In a strange tale of one thing leading to another, the chairman of a local school board in Kentucky is under investigation for allegedly paying someone to take the GED for him. He was trying to use the GED to settle accusations that his high school diploma is bogus.
The Kentucky State Police allege that Dexter Smith paid someone to take the GED for him, according to the Lexington Herald Leader. Smith, a high school dropout who is the chairman of the Knox County school board, in Barbourville, had hoped to use the equivalency test to put to rest a controversy about whether he got his high school diploma from an online “diploma mill,” according to the Associated Press.
In Kentucky, school board members are supposed to have high school diploma or GEDs. Kentucky State Police Trooper Shane Jacobs said Smith signed a statement declaring he met the requirements when he ran for office three years ago, according to the AP. The state police has conducted a perjury investigation, and handed over the results to prosecutors, who will decide whether to file charges, the AP said.
The inquiry into Smith’s qualifications is a byproduct of a swirl of other questions about the Knox County school system.

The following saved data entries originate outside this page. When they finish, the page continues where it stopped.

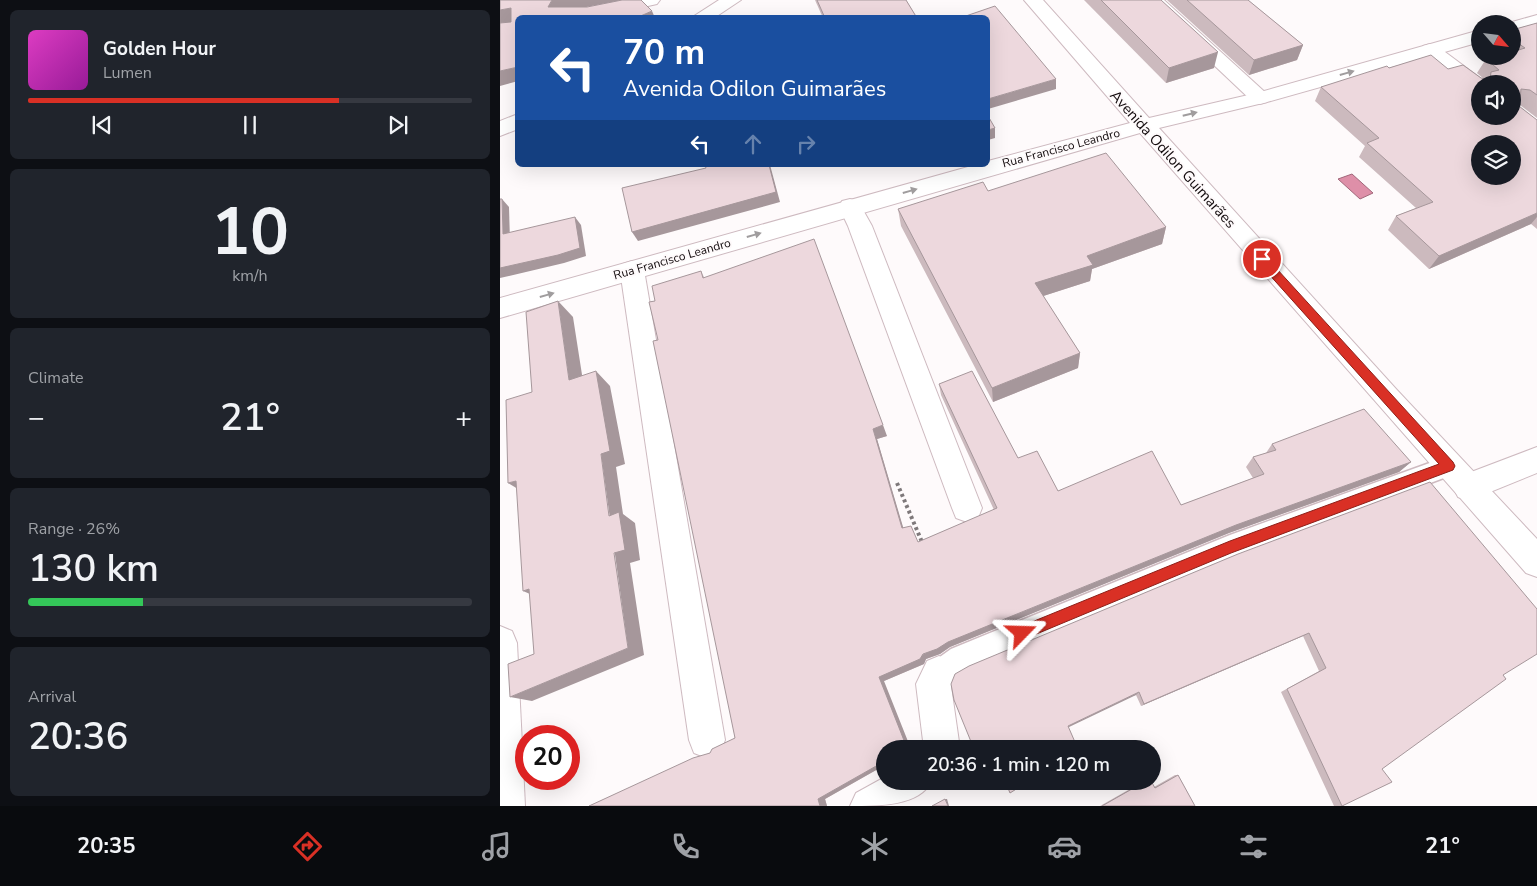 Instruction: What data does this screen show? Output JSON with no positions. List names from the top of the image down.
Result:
{
  "streets": {
    "street": ["Rua Francisco Leandro", "Avenida Odilon Guimarães"]
  },
  "crossings": [
    ["Rua Francisco Leandro", "Avenida Odilon Guimarães"]
  ],
  "one_way": ["Rua Francisco Leandro"],
  "north": "bottom right",
  "page": {
    "turn": ["70 m", "Avenida Odilon Guimarães"],
    "song": ["Golden Hour", "Lumen"],
    "tile": [
      ["10", "km/h"],
      "Climate",
      ["Range · 26%", "130 km"],
      ["Arrival", "20:36"]
    ],
    "heat": ["−", "21°", "+"],
    "limit": "20",
    "trip": "20:36 · 1 min · 120 m",
    "tabs": ["20:35", "21°"]
  }
} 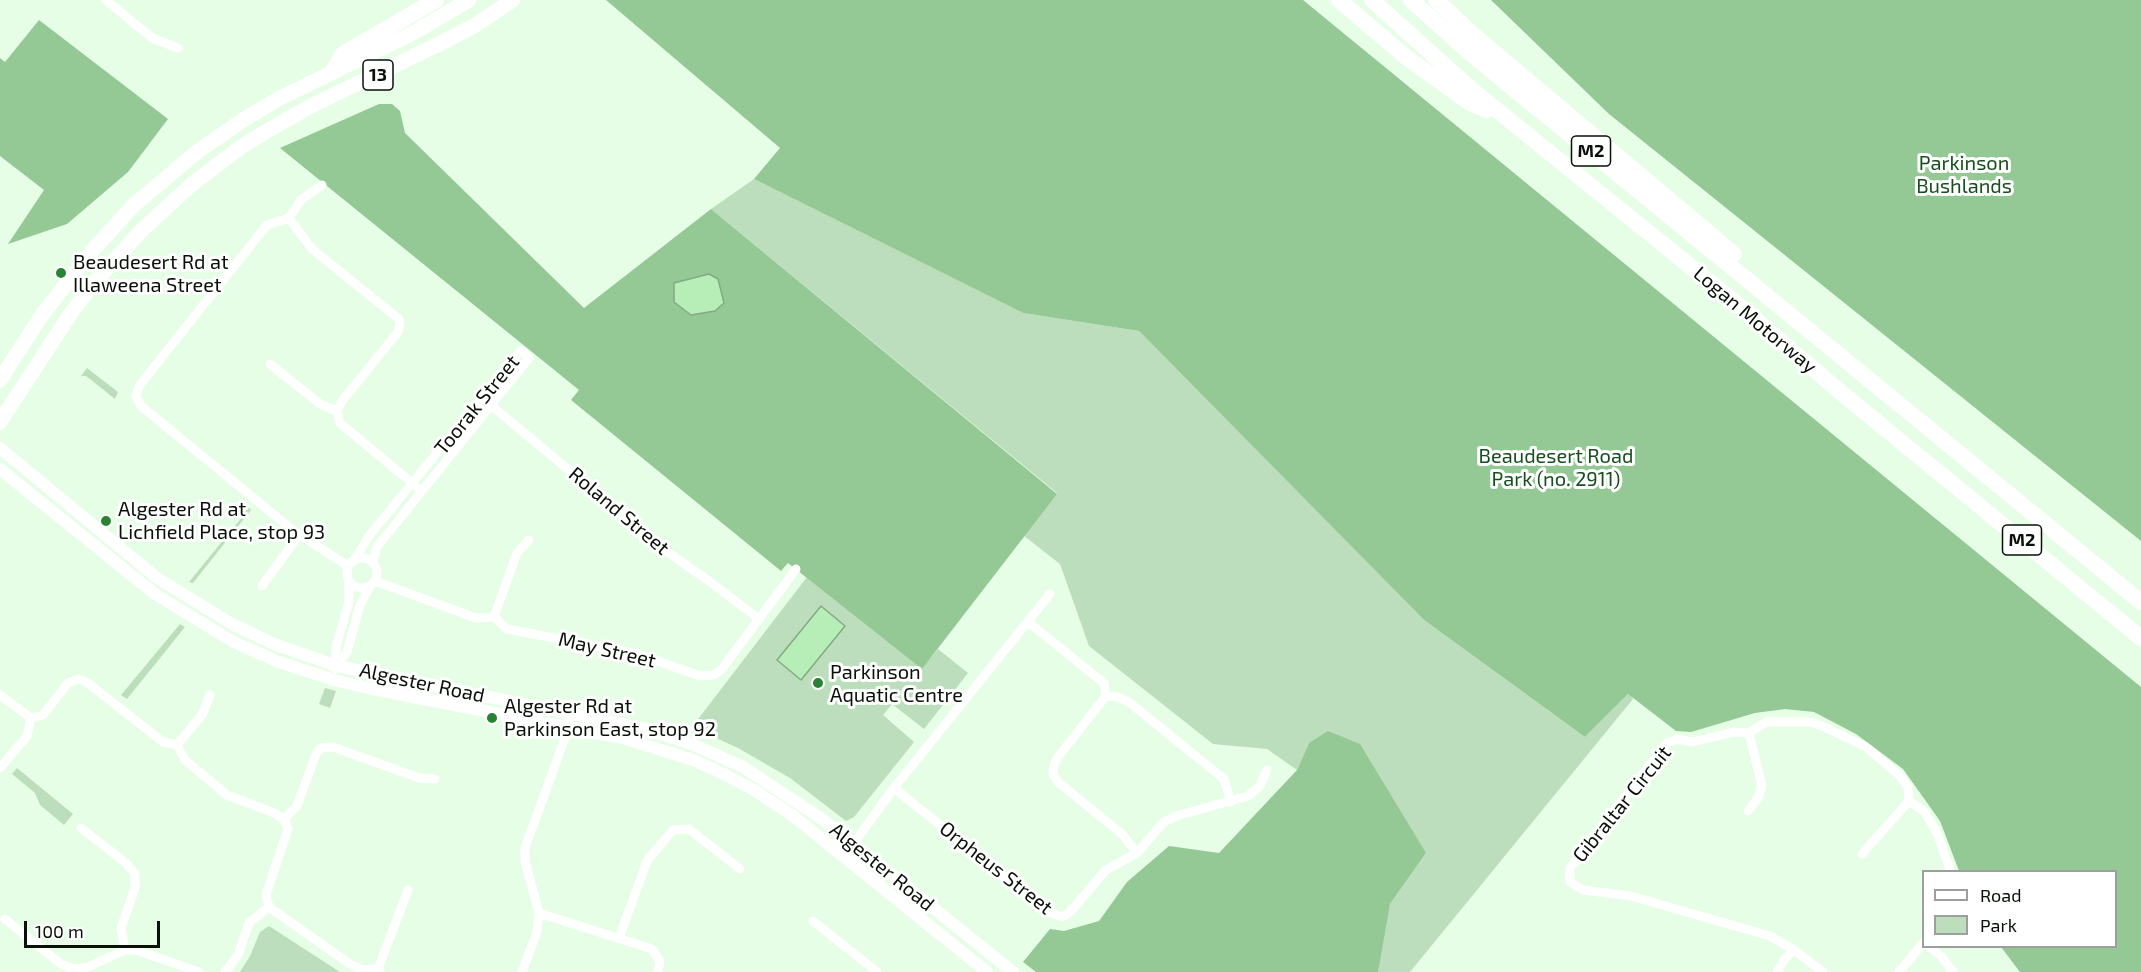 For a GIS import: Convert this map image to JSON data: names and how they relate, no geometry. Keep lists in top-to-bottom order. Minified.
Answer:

The state’s Office of Education Accountability has found that Smith, another board member, and the superintendent broke the law by getting too involved in daily school operations, according to the AP. Smith and other board members voted to fire the superintendent, sparking questions by angry citizens about Smith’s educational background.
The state attorney general’s office is investigating, and state education officials confirmed they have “an open investigation” into a number of allegations in the school district, but wouldn’t elaborate, the AP reported.
A local newspaper in Barbourville, the Mountain Advocate, reported last month that Smith had received his high school diploma from Nation High School, an unaccredited online institution that’s been labeled a scam by the Better Business Bureau, the Mountain Advocate has reported. The newspaper said that Nation High’s advertisements offered diplomas for $289 based on students’ “prior life experience.”
To settle community questions about his educational qualifications in the wake of the superintendent’s firing, Smith posted his high school diploma on Facebook. But that only sparked more questions, and Smith decided to take the GED, the AP said.
Kentucky State Police said he went to a local adult education center to take it on March 30, but didn’t take the exam. Surveillance video shows him talking with a teacher there, who then took the GED when Smith left the building, according to the Herald Leader. That teacher has since “opted to retire,” the newspaper said.
Smith’s lawyer, Johnny Turner, declined to comment on Thursday and calls to Smith’s home went unanswered, the AP said.